We’re often asked: “what service commitments can you make?” Agency Service Level Agreements (SLA’s) are those baseline commitments. For us, often an agency for agencies, the Service Level Agreement is a partner promise that comes with defined consequences if broken.
Background To Our Service Level Agreements
“Change is the only constant..." (said Heraclitus) something we often hear and know is true. In the context of services, this of course nods to agile and its principles, which help provide a success management framework to manage constant change to ensure partner success. And within any model that supports execution, customers or partners should be involved.
There is a lot going on behind the curtain.
For success to happen, there need to be structures which aid collaboration and coordination—with or without cadence per needs. Beyond the internal agency system which is working to build a solution, there is a complete support team engaged and involved in architecting and building the right operational system to ensure efficient and effective agency-to-agency collaboration (aka: doing the right things at the right time).
This is true especially for agency support services as customer requests could vary in urgency, complexity, and risk levels. The collaborative play generally involves reducing resolution and communication time while ensuring an effective solution.
All of this, when converted to measurable metrics and success criteria, ultimately defines the Service Level Agreement. These SLA's help us set clear and measurable guidelines and to eliminate confusion while defining what is and what is not acceptable. Eventually this establishes clarity: our commitment to our partners.
Tailoring Service Level Agreements: The Basics
The success of a support engagement is entirely determined by how much an agency is able to reduce response and resolution time for the customer. This depends on the complexity, the scope of work, and the velocity of work coming in by re-architecting the operational ecosystem. For example, an agency may want create an offshore team for a strategic partner to accommodate their time zone, essentially ensuring availability for efficient resolution and response times.
What does this depend on?
Tailoring is most often not dependent on the actual process of ticket closure, ticket collection, or ticket response, for which agencies normally have established baselines and frameworks. Rather this is based on:
- How the subunits in an agency are structured (to aid efficiency)
- The capability tiers within an agency (to manage complexity and delegation)

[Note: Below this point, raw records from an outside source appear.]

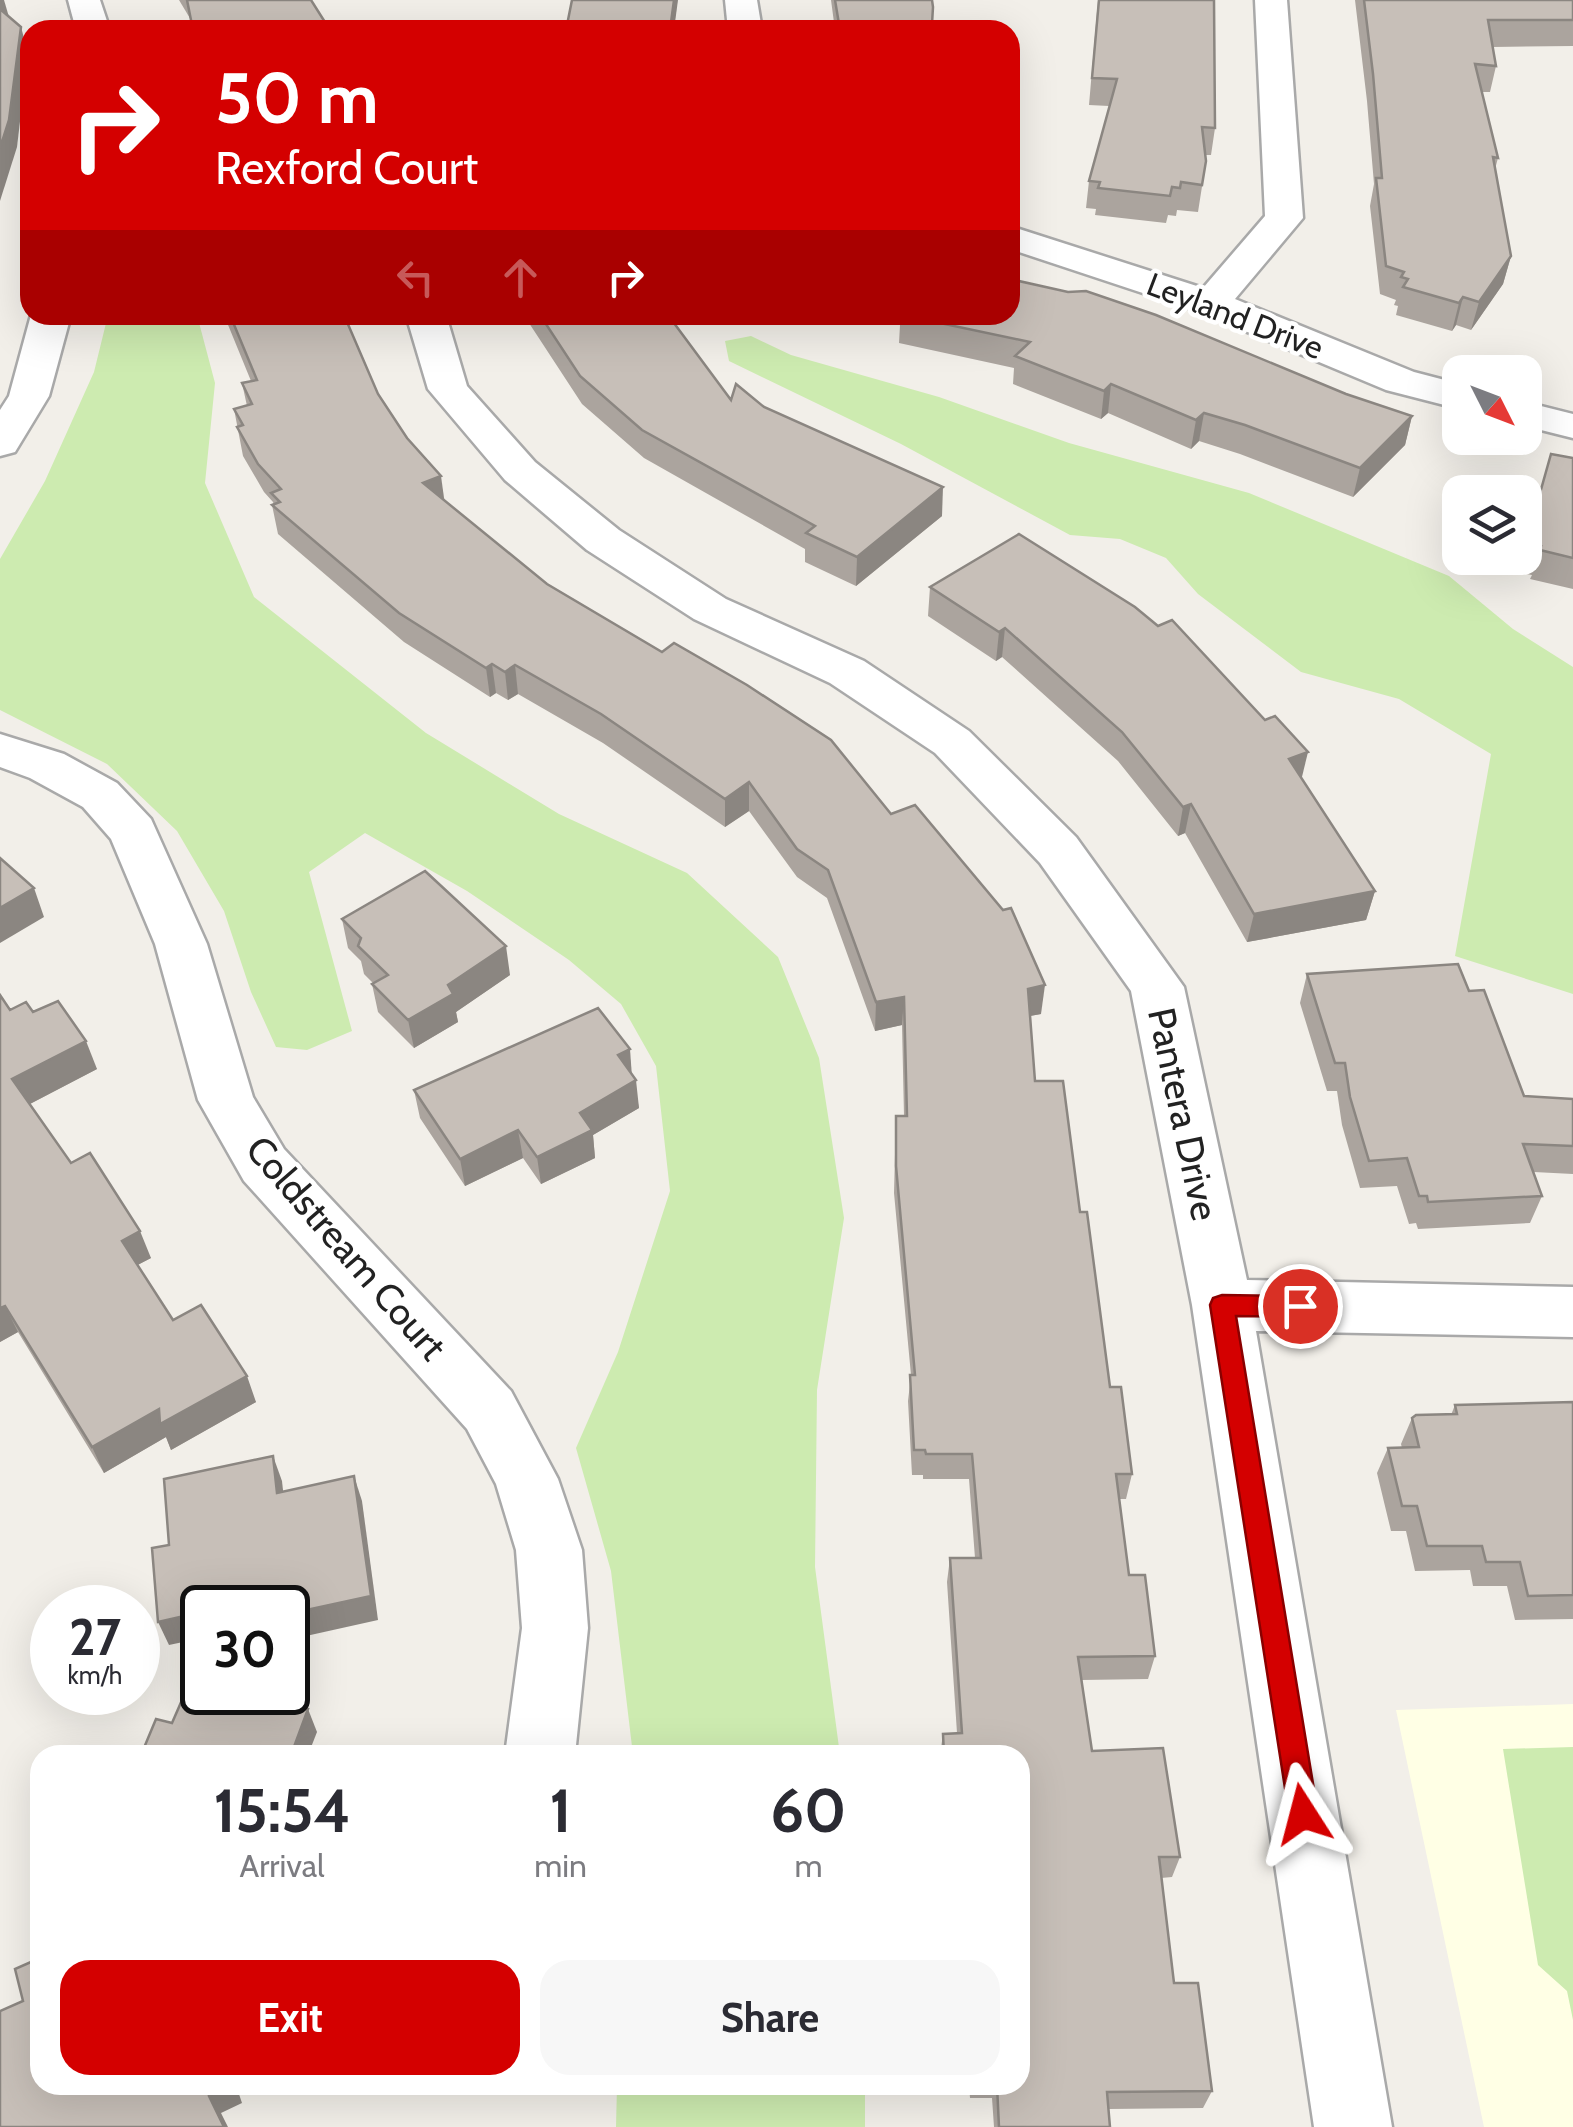 <!DOCTYPE html>
<style>
body{margin:0;font-family:Cabin,sans-serif;background:#f7f7f7;color:#2b2b33;height:100vh;display:flex;flex-direction:column;font-size:38px;white-space:nowrap}
*{box-sizing:border-box;margin:0}
p{font-size:32px;color:#7c7c81}
.icon{flex:none;width:55px;height:55px;fill:none;stroke:currentColor;stroke-width:2;stroke-linecap:round;stroke-linejoin:round}
.map{position:relative;flex:1;overflow:hidden}
.panel{position:absolute;left:30px;top:1745px;width:1000px;height:350px;display:flex;flex-direction:column;background:#fff;border-radius:30px;box-shadow:0 10px 40px #0002}
.panel>*{flex:none}
.top-card{position:absolute;left:20px;top:20px;width:1000px;height:305px;border-radius:30px;box-shadow:0 10px 40px #0002;background:#d40000;color:#fff;overflow:hidden}
.needle{width:65px;rotate:132deg}
.controls{position:absolute;left:1442px;top:355px;display:grid;gap:20px}
.controls a{display:grid;place-items:center;width:100px;height:100px;border-radius:20px;background:#fff;box-shadow:0 10px 40px #0002;font-size:50px}
.speed{position:absolute;left:30px;top:1585px;display:flex;gap:20px;font-size:50px;font-weight:700;text-align:center}
.speed>*{display:grid;place-content:center;width:130px;height:130px;border-radius:50%;background:#fff;box-shadow:0 10px 40px #0002;line-height:1}
.speed small{font-size:25px;font-weight:400}
.speed .limit{border:5px solid #111;border-radius:15px;background:#fff;color:#111}
.pin{position:absolute;display:grid;place-items:center;width:85px;height:85px;color:#fff;margin:-42px;border:5px solid #fff;border-radius:50%;box-shadow:0 2px 10px #0007}
.me{position:absolute;width:110px;margin:-55px;rotate:351deg;stroke-linejoin:round;filter:drop-shadow(0 0 8px #0008)}
.turn{display:flex;align-items:center;gap:35px;height:210px;padding:0 30px;font-size:45px}
.turn .icon{width:130px;height:130px;stroke-width:2.5}
.turn b{display:block;font-size:70px;line-height:85px}
.lanes{display:flex;align-items:center;height:95px;padding:0 30px;background:#0003;justify-content:center;gap:50px;direction:ltr}
.lanes .off{opacity:.35}
.eta{display:flex;justify-content:space-evenly;align-items:center;height:170px;text-align:center}
.eta b{font-size:60px;font-weight:700;line-height:70px}
.action{display:flex;gap:20px;margin-top:auto;padding:20px 30px}
.action a{flex:1;height:115px;border-radius:30px;background:#d40000;color:#fff;font-size:40px;font-weight:700;line-height:115px;text-align:center}
.action a+a{background:#f7f7f7;color:#2b2b33}
.map>svg:first-child{display:block}
.education{fill:#ffffe5}
.grass{fill:#cdebb0}
.lines{fill:none;stroke-linecap:round;stroke-linejoin:round}
.street-casing{stroke:#a9a9a9;stroke-width:5}
.street{fill:#fff;fill-rule:evenodd}
.wall{fill:#aba49e}
.shaded-wall{fill:#8b8681}
.building{fill:#c7bfb8;stroke:#8b8681;stroke-width:2.5}
.route{fill:#d40000;stroke:#8a0000;stroke-width:2.5}
.labels{text-anchor:middle;stroke-width:9;stroke-linejoin:round;paint-order:stroke}
.far-street-label{font-size:32px;fill:#222;stroke:#fff}
.street-label{font-size:38px;fill:#222;stroke:#fff}
</style>
<div class="map">
<svg width="1573" height="2127" viewBox="0 0 1573 2127">
<rect width="100%" height="100%" fill="#f2efe9"/>
<polygon class="education" points="1573,1704 1573,2127 1484,2127 1396,1710"/>
<g class="grass">
<polygon points="108,315 197,315 215,383 205,483 254,597 426,733 559,814 687,873 778,957 819,1058 844,1218 817,1390 815,1567 840,1755 633,1755 611,1571 576,1448 618,1352 670,1191 656,1066 621,1004 569,960 467,891 365,833 309,872 352,1031 307,1050 276,1047 251,992 224,911 177,831 107,764 0,710 0,559 45,481 94,372"/>
<polygon points="751,336 791,355 939,397 1069,443 1249,493 1449,576 1513,629 1573,667 1573,994 1455,956 1491,754 1399,699 1301,672 1198,594 1166,558 1120,539 1070,535 901,444 729,361 725,341"/>
<polygon points="1573,1747 1573,2020 1567,1991 1538,1965 1503,1749"/>
<polygon points="617,2085 865,2085 865,2127 616,2127"/>
</g>
<g class="lines">
<defs>
<g id="street">
<polygon points="68,0 100,0 110,30 76,30"/>
<polygon points="725,0 757,0 762,30 728,30"/>
<polygon points="1255,0 1287,0 1303,218 1235,299 1414,372 1460,384 1460,409 1386,390 1197,311 1010,249 1010,226 1203,288 1265,216"/>
<polygon points="31,315 71,315 49,396 15,452 0,456 0,410 9,396"/>
<polygon points="406,315 446,315 467,386 535,462 619,530 726,599 864,661 969,731 1076,837 1184,987 1247,1280 1573,1287 1573,1337 1256,1331 1392,2127 1314,2127 1192,1305 1131,991 1040,863 935,753 830,683 694,619 587,550 505,480 428,389"/>
<polygon points="1525,402 1573,414 1573,438 1525,426"/>
<polygon points="0,734 64,754 117,783 151,819 207,944 253,1097 284,1149 511,1391 558,1479 582,1550 588,1628 575,1755 505,1755 522,1628 516,1550 496,1484 467,1429 244,1181 198,1100 155,944 111,839 83,807 30,778 0,767"/>
</g>
</defs>
<use href="#street" class="street-casing"/>
<use href="#street" class="street"/>
</g>
<g class="wall">
<polygon points="179,0 311,0 191,20"/>
<polygon points="831,0 932,0 932,24 939,30 835,30"/>
<polygon points="1098,0 1215,128 1211,155 1205,155 1206,161 1198,212 1177,210 1176,216 1168,215 1166,223 1095,215 1096,209 1086,208 1089,181 1109,106 1089,105"/>
<polygon points="1355,0 1573,0 1573,46 1493,47 1496,66 1490,92 1482,92 1498,158 1495,169 1511,256 1503,284 1471,330 1456,325 1452,331 1396,315 1398,306 1394,305 1396,300 1380,294 1370,206 1374,184 1367,101"/>
<polygon points="224,315 344,315 378,394 445,501 1041,1014 1030,1016 1035,1081 1080,1212 1110,1387 1132,1474 1126,1499 1119,1499 1129,1575 1155,1656 1148,1679 1082,1680 1092,1751 1180,1857 1172,1877 1161,1878 1174,1983 1212,2091 1203,2108 1109,2109 1110,2127 994,2127 992,2098 970,2098 969,2085 1020,2085 1020,1755 940,1755 943,1734 957,1733 947,1582 950,1558 975,1558 969,1479 923,1479 923,1475 912,1475 908,1401 911,1375 894,1193 896,1116 904,1116 902,1025 875,1031 827,898 797,877 749,811 725,827 603,743 518,694 508,700 496,693 490,697 404,642 278,534 272,505 274,505 273,502 264,492 243,456 234,409 247,406 242,383 251,381"/>
<polygon points="528,315 668,315 731,400 764,407 942,516 856,586 805,562 805,549 644,458 582,404 529,323"/>
<polygon points="801,315 1010,315 1346,394 1412,416 1405,445 1353,497 1240,454 1199,441 1191,449 1108,413 1101,419 1013,384 1014,368 899,343 900,325"/>
<polygon points="1551,454 1573,458 1573,589 1530,579 1532,575 1522,573 1529,548 1525,547 1525,544"/>
<polygon points="930,587 1302,779 1375,891 1366,920 1247,942 1185,833 1178,836 1118,761 1002,657 996,661 928,616"/>
<polygon points="342,919 510,975 456,1012 458,1022 414,1048 378,1012 372,984 373,983 364,974 361,961 348,948"/>
<polygon points="1307,974 1469,991 1524,1096 1573,1099 1573,1174 1534,1172 1542,1196 1530,1223 1418,1229 1416,1223 1409,1224 1397,1186 1360,1188 1342,1125 1337,1091 1327,1091 1300,1003"/>
<polygon points="0,995 10,1010 33,1012 97,1069 30,1104 71,1163 151,1258 137,1265 173,1320 256,1402 171,1450 166,1437 104,1473 18,1332 0,1342"/>
<polygon points="632,1074 639,1108 593,1135 595,1158 541,1184 523,1158 465,1186 420,1118 414,1090"/>
<polygon points="1573,1402 1573,1619 1515,1620 1507,1586 1473,1586 1470,1570 1415,1571 1406,1531 1391,1531 1377,1473 1388,1448 1402,1448 1401,1444 1412,1418 1451,1415 1455,1405"/>
</g>
<g class="shaded-wall">
<polygon points="0,0 4,0 9,17 0,26"/>
<polygon points="674,0 678,0 674,30 670,30"/>
<polygon points="21,27 28,53 17,147 0,201 0,148"/>
<polygon points="1511,256 1503,284 1471,330 1479,302"/>
<polygon points="1463,297 1456,325 1452,331 1459,303"/>
<polygon points="1111,384 1108,413 1101,419 1104,391"/>
<polygon points="1204,413 1199,441 1191,449 1196,420"/>
<polygon points="1412,416 1405,445 1353,497 1360,468"/>
<polygon points="441,476 445,505 423,483"/>
<polygon points="943,487 942,516 856,586 857,557"/>
<polygon points="1005,628 1002,657 996,661 999,632"/>
<polygon points="492,664 496,693 490,697 486,668"/>
<polygon points="515,665 518,694 508,700 505,672"/>
<polygon points="1308,752 1301,781 1289,759"/>
<polygon points="749,782 749,811 725,827 725,799"/>
<polygon points="1191,804 1185,833 1178,836 1183,807"/>
<polygon points="34,888 44,917 0,943 0,908"/>
<polygon points="1375,891 1366,920 1247,942 1254,914"/>
<polygon points="506,946 510,975 456,1012 458,1022 414,1048 408,1020 448,985"/>
<polygon points="1045,985 1041,1014 1024,1017 1028,989"/>
<polygon points="904,997 902,1025 875,1031 876,1002"/>
<polygon points="86,1041 97,1069 24,1107 12,1079"/>
<polygon points="630,1049 632,1077 618,1055"/>
<polygon points="636,1080 639,1108 593,1135 595,1158 541,1184 537,1157 580,1113"/>
<polygon points="518,1130 523,1158 465,1186 460,1159"/>
<polygon points="140,1231 151,1258 132,1268 122,1241"/>
<polygon points="5,1306 18,1332 0,1342 0,1308"/>
<polygon points="247,1376 256,1402 171,1450 166,1437 104,1473 92,1447 159,1409"/>
<polygon points="273,1456 282,1481 286,1518 277,1493"/>
<polygon points="354,1476 362,1501 378,1620 288,1640 288,1614"/>
<polygon points="202,1612 202,1638 169,1645 158,1622"/>
<polygon points="308,1709 317,1732 308,1755 291,1755"/>
<polygon points="230,2085 236,2085 242,2103 221,2113 228,2127 224,2127 209,2096"/>
</g>
<g class="building">
<polygon points="187,0 311,0 330,30 193,30"/>
<polygon points="572,0 674,0 670,30 566,30"/>
<polygon points="835,0 932,0 933,7 932,24 939,24 939,30 840,30"/>
<polygon points="1099,0 1214,0 1215,128 1202,127 1206,161 1202,185 1181,182 1180,188 1172,187 1170,196 1098,188 1100,182 1089,181 1117,79 1092,78"/>
<polygon points="1364,0 1573,0 1573,20 1488,20 1496,66 1475,64 1498,158 1493,157 1511,256 1479,302 1463,297 1459,303 1403,287 1408,279 1401,277 1404,272 1386,266 1376,178 1382,178 1373,74"/>
<polygon points="0,9 21,27 9,120 0,148"/>
<polygon points="1010,279 1068,292 1086,291 1156,315 1346,394 1412,416 1360,468 1245,425 1204,413 1196,420 1111,384 1104,391 1015,356 1030,342 902,315 1010,315"/>
<polygon points="230,315 344,315 378,394 407,438 441,476 423,483 547,584 662,652 674,643 747,685 831,740 891,814 915,805 1003,910 1011,908 1045,985 1028,989 1035,1081 1063,1081 1080,1212 1087,1212 1110,1387 1121,1387 1132,1474 1116,1474 1129,1575 1145,1575 1155,1656 1078,1657 1092,1751 1163,1748 1180,1857 1159,1857 1174,1983 1198,1983 1212,2091 1107,2092 1110,2127 999,2127 997,2085 1020,2085 1020,1755 944,1755 943,1734 962,1733 950,1558 981,1558 972,1454 926,1454 925,1450 914,1450 910,1375 915,1375 896,1166 896,1116 907,1116 904,997 876,1002 828,870 797,849 749,782 725,799 601,714 515,665 505,672 492,664 486,668 399,613 272,505 280,502 271,493 281,489 258,464 237,427 243,425 234,409 252,404 242,383 257,380"/>
<polygon points="540,315 668,315 731,400 736,384 764,407 943,487 857,557 806,533 815,526 642,430 580,376"/>
<polygon points="1551,454 1573,458 1573,558 1540,550 1541,546 1531,544 1538,519 1533,518"/>
<polygon points="1019,534 1135,607 1158,626 1172,620 1265,720 1275,716 1308,752 1289,759 1375,891 1254,914 1191,804 1183,807 1122,732 1005,628 999,632 930,587"/>
<polygon points="0,858 34,888 0,908"/>
<polygon points="425,871 506,946 448,985 453,994 408,1020 372,984 388,975 358,946 361,938 342,919"/>
<polygon points="1458,964 1469,991 1484,990 1524,1096 1573,1099 1573,1146 1523,1144 1542,1196 1428,1202 1427,1196 1419,1196 1407,1158 1369,1161 1350,1097 1345,1063 1335,1063 1307,974"/>
<polygon points="0,995 10,1010 26,1002 33,1012 58,1001 86,1041 12,1079 71,1163 90,1153 140,1231 122,1241 173,1320 201,1305 247,1376 160,1424 159,1409 92,1447 5,1306 0,1308"/>
<polygon points="598,1008 630,1049 618,1055 636,1080 580,1113 592,1130 537,1157 518,1130 460,1159 414,1090"/>
<polygon points="1573,1402 1573,1595 1528,1596 1520,1562 1486,1562 1482,1546 1427,1546 1417,1506 1402,1506 1388,1448 1419,1447 1412,1418 1416,1415 1457,1414 1455,1405"/>
<polygon points="273,1456 277,1493 354,1476 371,1596 288,1614 288,1608 202,1608 202,1612 158,1622 152,1548 169,1545 164,1479"/>
<polygon points="189,1684 202,1687 202,1692 228,1692 308,1709 291,1755 141,1755 156,1719 172,1723"/>
<polygon points="40,1958 40,2085 230,2085 209,2096 224,2127 0,2127 0,2011 23,2001 15,1969"/>
</g>
<polygon class="route" points="1222,1295 1300,1296 1309,1299 1312,1306 1309,1314 1300,1317 1236,1316 1318,1814 1314,1824 1303,1828 1293,1824 1289,1814 1210,1305 1213,1298"/>
<g class="labels">
<g class="far-street-label">
<text transform="translate(1235 316) rotate(21)" y="11">Leyland Drive</text>
</g>
<g class="street-label">
<text transform="translate(1183 1114) rotate(78)" y="13">Pantera Drive</text>
<text transform="translate(346 1248) rotate(49)" y="13">Coldstream Court</text>
</g>
</g>
</svg>
<div class="controls">
<a><svg class="needle" viewBox="-14 -14 28 28"><path d="M0-13l5 13h-10z" fill="#e53935"/><path d="M0 13l5-13h-10z" fill="#7c7c81"/></svg></a>
<a><svg class="icon" aria-label="layers" viewBox="0 0 24 24"><path d="M12 4l9 5-9 5-9-5zM3 14l9 5 9-5"/></svg></a>
</div>
<div class="speed"><div>27<small>km/h</small></div><div class="limit">30</div></div>
<div class="pin" style="left:1300px;top:1306px;background:#d93025"><svg class="icon" aria-label="arrive" viewBox="0 0 24 24"><path d="M6 21V4h12l-3 4 3 4H6"/></svg></div>
<svg class="me" style="left:1303px;top:1814px" viewBox="-20 -20 40 40"><path d="M0-17L14 15 0 8-14 15z" fill="#d40000" stroke="#fff" stroke-width="4"/></svg>
<div class="top-card">
<div class="turn"><svg class="icon" aria-label="right" viewBox="0 0 24 24"><path d="M7 20v-9h11M14 6l5 5-5 5"/></svg><div><b>50 m</b>Rexford Court</div></div>
<div class="lanes"><svg class="icon off" aria-label="left" viewBox="0 0 24 24"><path d="M17 20v-9H6M10 6l-5 5 5 5"/></svg><svg class="icon off" aria-label="ahead" viewBox="0 0 24 24"><path d="M12 20V5M6 11l6-6 6 6"/></svg><svg class="icon" aria-label="right" viewBox="0 0 24 24"><path d="M7 20v-9h11M14 6l5 5-5 5"/></svg></div>
</div>
<section class="panel">
<div class="eta">
<div><b>15:54</b><p>Arrival</p></div>
<div><b>1</b><p>min</p></div>
<div><b>60</b><p>m</p></div>
</div>
<div class="action"><a>Exit</a><a>Share</a></div>
</section>
</div>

- Engineers managing the service requests (value system including softer skills such as communication)
For instance, a certain type of ticket created for an incident that occurred at the backend server may need to be pushed to a particular kind of functional crew (Centers of Excellence) or a different capability tier. The complexity and risk level of the ticket determines the capability tier to which the ticket should be delegated.
The more tiers there are available, the more advanced the SLA definitions, giving clients complete coverage across a range of issues with varying complexity.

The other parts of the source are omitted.